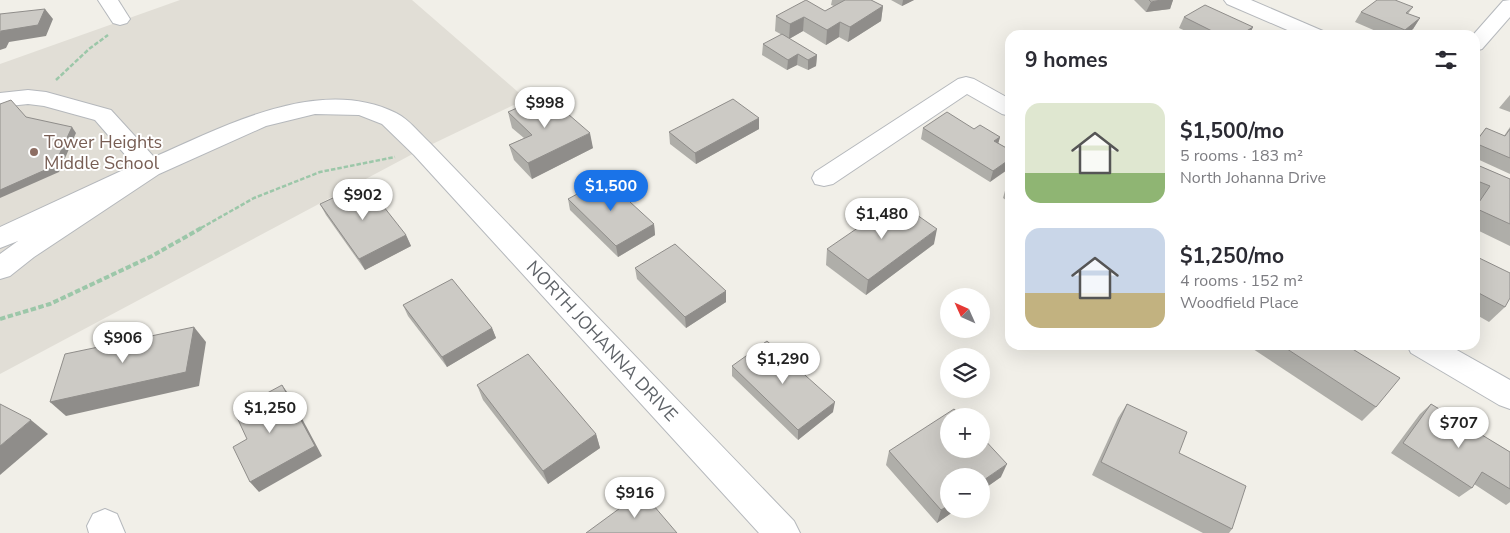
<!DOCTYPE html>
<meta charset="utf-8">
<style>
:root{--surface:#fff;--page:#f2f2f3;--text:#2b2b33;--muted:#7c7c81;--accent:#1a73e8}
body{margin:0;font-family:"Nunito Sans",sans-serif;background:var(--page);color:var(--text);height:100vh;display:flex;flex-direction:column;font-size:19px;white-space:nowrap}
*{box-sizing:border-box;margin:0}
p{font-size:16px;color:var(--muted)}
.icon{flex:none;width:28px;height:28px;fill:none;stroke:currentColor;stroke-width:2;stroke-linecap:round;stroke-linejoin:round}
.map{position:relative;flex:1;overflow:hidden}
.drawer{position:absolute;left:1005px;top:30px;width:475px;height:320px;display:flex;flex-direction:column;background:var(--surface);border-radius:15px;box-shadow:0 5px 20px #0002}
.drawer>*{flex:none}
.needle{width:32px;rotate:315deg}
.controls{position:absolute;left:940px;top:288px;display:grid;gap:10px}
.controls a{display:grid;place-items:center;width:50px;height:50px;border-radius:50%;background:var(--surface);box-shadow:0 5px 20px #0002;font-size:25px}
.price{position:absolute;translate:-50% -42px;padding:0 11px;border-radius:18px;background:#fff;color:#222;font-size:16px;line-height:32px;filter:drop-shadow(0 1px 2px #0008)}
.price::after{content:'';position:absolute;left:50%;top:30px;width:15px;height:11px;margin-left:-8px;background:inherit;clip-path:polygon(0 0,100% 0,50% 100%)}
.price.active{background:var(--accent);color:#fff}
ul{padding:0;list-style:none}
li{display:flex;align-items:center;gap:15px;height:125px;padding:0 20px}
li span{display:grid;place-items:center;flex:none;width:140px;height:100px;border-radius:15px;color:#555}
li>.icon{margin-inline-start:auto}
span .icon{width:60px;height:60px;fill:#fffc;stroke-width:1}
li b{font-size:21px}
h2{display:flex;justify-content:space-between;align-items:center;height:60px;padding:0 20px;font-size:21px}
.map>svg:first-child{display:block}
</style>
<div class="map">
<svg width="1510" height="533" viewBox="0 0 1510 533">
<rect width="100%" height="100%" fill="#f1efe8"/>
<polygon fill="#e1ded6" points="180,0 412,0 526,99 422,149 0,374 0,64"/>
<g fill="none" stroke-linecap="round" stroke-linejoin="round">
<g stroke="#b5b8bc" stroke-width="2">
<g id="minor">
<polygon points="98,0 118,0 130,19 127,23 120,25 113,23"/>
<polygon points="1224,0 1251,0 1323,31 1326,35 1299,35 1227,4"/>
<polygon points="1510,0 1510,17 1482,49 1475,51 1475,35 1473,35 1503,1"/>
<polygon points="966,77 974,79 1010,99 1010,116 1002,114 967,94 833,184 824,186 815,184 812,178 815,172 958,79"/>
<path d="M28,90L46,92L111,110L154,157C225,126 320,75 396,113C409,119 420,134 430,143L794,521L800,533H759L414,155L382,124L359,115L315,114L266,126L159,174L34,257L10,276L0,279V254L18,241L0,248V227L134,165L95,120L44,106L28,104L0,107V93Z"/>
<polygon points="1407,345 1448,345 1510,380 1510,409 1499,405 1411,353"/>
<polygon points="105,509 117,514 125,533 89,533 87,526 93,514"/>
</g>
</g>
<g stroke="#9cc7a9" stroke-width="2.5" stroke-dasharray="4.5 2" stroke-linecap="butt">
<polyline points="56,80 89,49 108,35"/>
<polyline points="201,228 254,198 320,172 395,157"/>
</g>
<polyline stroke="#9cc7a9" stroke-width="4" stroke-dasharray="5.5 2.5" stroke-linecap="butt" points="0,319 50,304 152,256 203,227"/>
<use href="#minor" fill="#fff" fill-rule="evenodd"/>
</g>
<g fill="#afaea9">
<polygon points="832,0 871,0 883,6 881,21 848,42 839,37 826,45 803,31 789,39 817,55 816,66 808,70 797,65 787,70 762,55 763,44 786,37 775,31 776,16 825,11 834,6 831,5"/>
<polygon points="891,0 914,0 902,6"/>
<polygon points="1134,0 1173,0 1170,9 1146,12"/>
<polygon points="1413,7 1408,14 1420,18 1413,29 1405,35 1385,35 1355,22 1361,12"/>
<polygon points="1184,17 1253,27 1249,35 1194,35 1179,28"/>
<polygon points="1510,95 1510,112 1499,108"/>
<polygon points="508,112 593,148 532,179 514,160 509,145 524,138 512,128"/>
<polygon points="1510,127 1510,174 1475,158 1475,142 1486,128 1504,136"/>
<polygon points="923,128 974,129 1000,137 998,143 1010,150 990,182 921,139"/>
<polygon points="759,129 696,164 670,144 669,132"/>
<polygon points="1475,164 1510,179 1510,246 1475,229 1475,204 1476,201 1475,201"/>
<polygon points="1010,185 1010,203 1003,198 1006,187"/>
<polygon points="568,199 654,224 655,235 618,257 570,210"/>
<polygon points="320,204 406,235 411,246 365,270 326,215"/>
<polygon points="934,244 866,295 826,265 827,249"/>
<polygon points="1475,256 1505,307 1489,322 1475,314"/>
<polygon points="635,268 726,291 726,302 686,328 637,279"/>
<polygon points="403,305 492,328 496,338 447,367 408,316"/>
<polygon points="1247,345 1346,345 1376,407 1362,421"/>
<polygon points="732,366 833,412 798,440 732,376"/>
<polygon points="477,385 596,434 600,448 548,484 483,400"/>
<polygon points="1127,404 1179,453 1232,529 1229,533 1203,533 1092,475 1118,418"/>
<polygon points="1431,404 1510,452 1510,502 1506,505 1474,484 1472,488 1459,497 1391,453 1420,414"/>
<polygon points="889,451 1001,477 981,491 981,476 949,509 957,509 937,523 886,465"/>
</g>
<g fill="#8f8d8a">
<polygon points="903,0 914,0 902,6"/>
<polygon points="1161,0 1173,0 1170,9 1146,12 1151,2"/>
<polygon points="883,6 881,21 848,42 850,27"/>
<polygon points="45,9 53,19 46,36 9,42 6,48 0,50 0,33 1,31"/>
<polygon points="804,17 803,31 789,39 790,24"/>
<polygon points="1420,18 1413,29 1405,35 1402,35 1405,30"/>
<polygon points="840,22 839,37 826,45 827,30"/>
<polygon points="1253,27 1249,35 1240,35"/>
<polygon points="798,54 797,65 787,70 788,60"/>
<polygon points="817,55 816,66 808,70 808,60"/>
<polygon points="759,118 759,129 696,164 695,153"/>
<polygon points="72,127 76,133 59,172 0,198 0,190"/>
<polygon points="590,133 593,148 532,179 528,163"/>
<polygon points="1000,137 997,148 994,141"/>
<polygon points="1010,159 1010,168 990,182 993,171"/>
<polygon points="654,224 655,235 618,257 616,246"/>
<polygon points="937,229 934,244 866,295 868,280"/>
<polygon points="406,235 411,246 365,270 359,259"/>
<polygon points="726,291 726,302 686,328 685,317"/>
<polygon points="194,327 206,342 199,386 66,416 50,402"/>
<polygon points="492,328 496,338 447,367 442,357"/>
<polygon points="282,385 290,396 322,456 259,492 250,482"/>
<polygon points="835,402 833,412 798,440 798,430"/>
<polygon points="31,420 48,434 0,475 0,446"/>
<polygon points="596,434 600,448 548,484 543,471"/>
<polygon points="1007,464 1001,477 981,491 981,482"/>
<polygon points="949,505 949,509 957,509 937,523 941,510"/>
</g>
<g fill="#cccac5" stroke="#8f8d8a">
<polygon points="806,0 825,11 845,0 871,0 883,6 850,27 840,22 827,30 804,17 790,24 776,16"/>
<polygon points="1149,0 1161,0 1151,2"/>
<polygon points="1377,0 1395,0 1413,7 1406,13 1420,18 1405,30 1361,12"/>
<polygon points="1205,5 1253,27 1240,35 1220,35 1184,17"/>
<polygon points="45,9 38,25 1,31 0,33 0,14"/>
<polygon points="782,34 817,55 808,60 798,54 788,60 763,44"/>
<polygon points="546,95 590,133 528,163 509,145 532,135 508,112"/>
<polygon points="733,99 759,118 695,153 669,132"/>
<polygon points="11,100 26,117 72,127 54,166 0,190 0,104"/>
<polygon points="947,112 974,129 980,125 1000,137 994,141 1010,150 1010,159 993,171 923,128"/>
<polygon points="1486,128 1505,136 1510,129 1510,158 1475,143"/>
<polygon points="1475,164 1510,179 1510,224 1475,208 1490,186 1475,180"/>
<polygon points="605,179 654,224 616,246 568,199"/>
<polygon points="365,183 406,235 359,259 320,204"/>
<polygon points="1010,185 1010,190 1006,187"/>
<polygon points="897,201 937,229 868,280 827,249"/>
<polygon points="675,244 726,291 685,317 635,268"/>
<polygon points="1475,256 1510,273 1510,298 1505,307 1475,291"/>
<polygon points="452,279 492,328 442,357 403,305"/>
<polygon points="194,327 186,372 50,402 65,354"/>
<polygon points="767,341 835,402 798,430 732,366"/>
<polygon points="1281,345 1346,345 1400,378 1376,407"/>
<polygon points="528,354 596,434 543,471 477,385"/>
<polygon points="282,385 315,446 250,482 233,447 247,439 234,411"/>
<polygon points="0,404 31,420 0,446"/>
<polygon points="1127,404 1187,432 1179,453 1246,486 1232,529 1101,462"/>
<polygon points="1431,404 1510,452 1510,489 1482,472 1472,488 1403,443"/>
<polygon points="954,409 962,416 949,416 949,449 981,449 981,436 1007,464 981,482 981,476 949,476 949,505 941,510 889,451"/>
<polygon points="642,492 677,533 586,533"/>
</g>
<circle fill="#8d6e63" stroke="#fff" stroke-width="2" cx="34" cy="152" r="5"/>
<g text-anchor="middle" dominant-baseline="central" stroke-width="4" stroke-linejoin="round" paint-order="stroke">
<g font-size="18" fill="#785e54" stroke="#fff" text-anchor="start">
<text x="44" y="142">Tower Heights<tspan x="44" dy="21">Middle School</tspan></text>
</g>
<g font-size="18" fill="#5f6368" stroke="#fff">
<text transform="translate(602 341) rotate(47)">NORTH JOHANNA DRIVE</text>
</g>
</g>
</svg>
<div class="controls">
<a><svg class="needle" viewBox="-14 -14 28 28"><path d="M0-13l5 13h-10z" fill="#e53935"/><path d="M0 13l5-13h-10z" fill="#7c7c81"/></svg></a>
<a><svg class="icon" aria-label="layers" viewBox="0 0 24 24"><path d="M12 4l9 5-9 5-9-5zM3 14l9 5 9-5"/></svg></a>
<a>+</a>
<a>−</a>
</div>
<b class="price" style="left:545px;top:129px">$998</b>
<b class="price active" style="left:611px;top:212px">$1,500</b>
<b class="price" style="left:363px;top:221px">$902</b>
<b class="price" style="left:882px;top:240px">$1,480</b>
<b class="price" style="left:123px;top:364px">$906</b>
<b class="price" style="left:783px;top:385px">$1,290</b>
<b class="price" style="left:270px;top:434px">$1,250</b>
<b class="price" style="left:1459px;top:449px">$707</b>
<b class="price" style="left:635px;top:519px">$916</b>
<section class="drawer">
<h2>9 homes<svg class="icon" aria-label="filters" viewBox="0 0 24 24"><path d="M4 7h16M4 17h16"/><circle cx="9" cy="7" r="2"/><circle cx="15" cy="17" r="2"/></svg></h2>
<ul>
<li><span style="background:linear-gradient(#dfe7d0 70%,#8fb573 0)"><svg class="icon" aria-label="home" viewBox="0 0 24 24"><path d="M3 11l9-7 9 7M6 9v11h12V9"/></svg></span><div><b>$1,500/mo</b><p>5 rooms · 183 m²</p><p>North Johanna Drive</p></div></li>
<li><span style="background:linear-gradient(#c9d6e8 65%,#c2b280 0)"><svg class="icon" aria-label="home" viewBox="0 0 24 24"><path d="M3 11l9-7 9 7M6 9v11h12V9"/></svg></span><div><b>$1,250/mo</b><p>4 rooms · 152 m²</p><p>Woodfield Place</p></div></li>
</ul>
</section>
</div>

+++

## Exercise requirements
Each line of the records that contains the string "anchor" must be copied.

## Response to the task
<g text-anchor="middle" dominant-baseline="central" stroke-width="4" stroke-linejoin="round" paint-order="stroke">
<g font-size="18" fill="#785e54" stroke="#fff" text-anchor="start">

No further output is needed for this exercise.